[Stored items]

______________________________

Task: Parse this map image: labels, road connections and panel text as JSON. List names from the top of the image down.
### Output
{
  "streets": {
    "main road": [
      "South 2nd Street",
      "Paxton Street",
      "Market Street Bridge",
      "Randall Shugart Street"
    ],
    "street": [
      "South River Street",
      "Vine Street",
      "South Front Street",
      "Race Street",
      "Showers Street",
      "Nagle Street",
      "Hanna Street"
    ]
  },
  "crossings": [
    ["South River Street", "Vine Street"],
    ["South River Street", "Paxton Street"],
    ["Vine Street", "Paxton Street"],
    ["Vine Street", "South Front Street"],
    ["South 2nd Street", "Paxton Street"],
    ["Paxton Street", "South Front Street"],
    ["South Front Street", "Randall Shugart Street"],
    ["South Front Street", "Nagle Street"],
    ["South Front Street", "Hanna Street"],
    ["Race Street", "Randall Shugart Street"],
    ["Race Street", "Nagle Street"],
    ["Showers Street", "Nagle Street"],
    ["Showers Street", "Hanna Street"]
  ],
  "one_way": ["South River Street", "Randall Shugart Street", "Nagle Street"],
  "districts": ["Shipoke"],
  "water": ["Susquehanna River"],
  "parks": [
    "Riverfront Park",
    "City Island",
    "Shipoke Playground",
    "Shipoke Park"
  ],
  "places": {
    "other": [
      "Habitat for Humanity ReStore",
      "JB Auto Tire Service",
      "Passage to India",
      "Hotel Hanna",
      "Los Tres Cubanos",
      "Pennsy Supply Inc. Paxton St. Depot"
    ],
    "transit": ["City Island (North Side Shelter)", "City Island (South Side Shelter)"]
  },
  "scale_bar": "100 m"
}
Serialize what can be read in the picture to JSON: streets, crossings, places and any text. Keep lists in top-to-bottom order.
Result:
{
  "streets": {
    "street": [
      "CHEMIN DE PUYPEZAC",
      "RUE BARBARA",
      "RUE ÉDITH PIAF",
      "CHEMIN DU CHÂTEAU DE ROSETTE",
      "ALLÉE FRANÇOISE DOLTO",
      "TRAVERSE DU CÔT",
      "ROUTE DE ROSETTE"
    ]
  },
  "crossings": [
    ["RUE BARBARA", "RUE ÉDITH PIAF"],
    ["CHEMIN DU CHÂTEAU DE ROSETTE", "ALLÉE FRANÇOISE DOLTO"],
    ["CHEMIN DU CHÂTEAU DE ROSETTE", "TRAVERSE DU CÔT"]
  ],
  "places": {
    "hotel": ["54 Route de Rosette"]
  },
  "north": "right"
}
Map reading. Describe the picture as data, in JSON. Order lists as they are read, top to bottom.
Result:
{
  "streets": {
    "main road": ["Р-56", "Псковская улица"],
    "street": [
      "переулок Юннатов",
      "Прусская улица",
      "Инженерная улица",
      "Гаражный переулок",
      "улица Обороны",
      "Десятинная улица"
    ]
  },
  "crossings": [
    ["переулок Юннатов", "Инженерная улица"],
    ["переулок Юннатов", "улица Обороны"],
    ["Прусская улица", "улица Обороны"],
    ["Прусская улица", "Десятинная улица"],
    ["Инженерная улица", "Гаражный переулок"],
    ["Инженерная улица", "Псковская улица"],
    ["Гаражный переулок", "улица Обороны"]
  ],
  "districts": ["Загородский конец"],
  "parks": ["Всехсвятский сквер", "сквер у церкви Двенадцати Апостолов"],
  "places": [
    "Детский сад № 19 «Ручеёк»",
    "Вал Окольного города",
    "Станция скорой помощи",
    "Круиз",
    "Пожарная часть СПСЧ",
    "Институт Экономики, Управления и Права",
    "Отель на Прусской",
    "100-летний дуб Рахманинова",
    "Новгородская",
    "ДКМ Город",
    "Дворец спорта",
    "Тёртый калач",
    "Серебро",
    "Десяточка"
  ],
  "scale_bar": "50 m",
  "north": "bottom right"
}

______________________________

■ **What you will do**
Would you write out each entry precisely as it is given?

■ **Solution to this task**
Task: Parse this map image: labels, road connections and panel text as JSON. List names from the top of the image down.
### Output
{
  "streets": {
    "main road": [
      "South 2nd Street",
      "Paxton Street",
      "Market Street Bridge",
      "Randall Shugart Street"
    ],
    "street": [
      "South River Street",
      "Vine Street",
      "South Front Street",
      "Race Street",
      "Showers Street",
      "Nagle Street",
      "Hanna Street"
    ]
  },
  "crossings": [
    ["South River Street", "Vine Street"],
    ["South River Street", "Paxton Street"],
    ["Vine Street", "Paxton Street"],
    ["Vine Street", "South Front Street"],
    ["South 2nd Street", "Paxton Street"],
    ["Paxton Street", "South Front Street"],
    ["South Front Street", "Randall Shugart Street"],
    ["South Front Street", "Nagle Street"],
    ["South Front Street", "Hanna Street"],
    ["Race Street", "Randall Shugart Street"],
    ["Race Street", "Nagle Street"],
    ["Showers Street", "Nagle Street"],
    ["Showers Street", "Hanna Street"]
  ],
  "one_way": ["South River Street", "Randall Shugart Street", "Nagle Street"],
  "districts": ["Shipoke"],
  "water": ["Susquehanna River"],
  "parks": [
    "Riverfront Park",
    "City Island",
    "Shipoke Playground",
    "Shipoke Park"
  ],
  "places": {
    "other": [
      "Habitat for Humanity ReStore",
      "JB Auto Tire Service",
      "Passage to India",
      "Hotel Hanna",
      "Los Tres Cubanos",
      "Pennsy Supply Inc. Paxton St. Depot"
    ],
    "transit": ["City Island (North Side Shelter)", "City Island (South Side Shelter)"]
  },
  "scale_bar": "100 m"
}
Serialize what can be read in the picture to JSON: streets, crossings, places and any text. Keep lists in top-to-bottom order.
Result:
{
  "streets": {
    "street": [
      "CHEMIN DE PUYPEZAC",
      "RUE BARBARA",
      "RUE ÉDITH PIAF",
      "CHEMIN DU CHÂTEAU DE ROSETTE",
      "ALLÉE FRANÇOISE DOLTO",
      "TRAVERSE DU CÔT",
      "ROUTE DE ROSETTE"
    ]
  },
  "crossings": [
    ["RUE BARBARA", "RUE ÉDITH PIAF"],
    ["CHEMIN DU CHÂTEAU DE ROSETTE", "ALLÉE FRANÇOISE DOLTO"],
    ["CHEMIN DU CHÂTEAU DE ROSETTE", "TRAVERSE DU CÔT"]
  ],
  "places": {
    "hotel": ["54 Route de Rosette"]
  },
  "north": "right"
}
Map reading. Describe the picture as data, in JSON. Order lists as they are read, top to bottom.
Result:
{
  "streets": {
    "main road": ["Р-56", "Псковская улица"],
    "street": [
      "переулок Юннатов",
      "Прусская улица",
      "Инженерная улица",
      "Гаражный переулок",
      "улица Обороны",
      "Десятинная улица"
    ]
  },
  "crossings": [
    ["переулок Юннатов", "Инженерная улица"],
    ["переулок Юннатов", "улица Обороны"],
    ["Прусская улица", "улица Обороны"],
    ["Прусская улица", "Десятинная улица"],
    ["Инженерная улица", "Гаражный переулок"],
    ["Инженерная улица", "Псковская улица"],
    ["Гаражный переулок", "улица Обороны"]
  ],
  "districts": ["Загородский конец"],
  "parks": ["Всехсвятский сквер", "сквер у церкви Двенадцати Апостолов"],
  "places": [
    "Детский сад № 19 «Ручеёк»",
    "Вал Окольного города",
    "Станция скорой помощи",
    "Круиз",
    "Пожарная часть СПСЧ",
    "Институт Экономики, Управления и Права",
    "Отель на Прусской",
    "100-летний дуб Рахманинова",
    "Новгородская",
    "ДКМ Город",
    "Дворец спорта",
    "Тёртый калач",
    "Серебро",
    "Десяточка"
  ],
  "scale_bar": "50 m",
  "north": "bottom right"
}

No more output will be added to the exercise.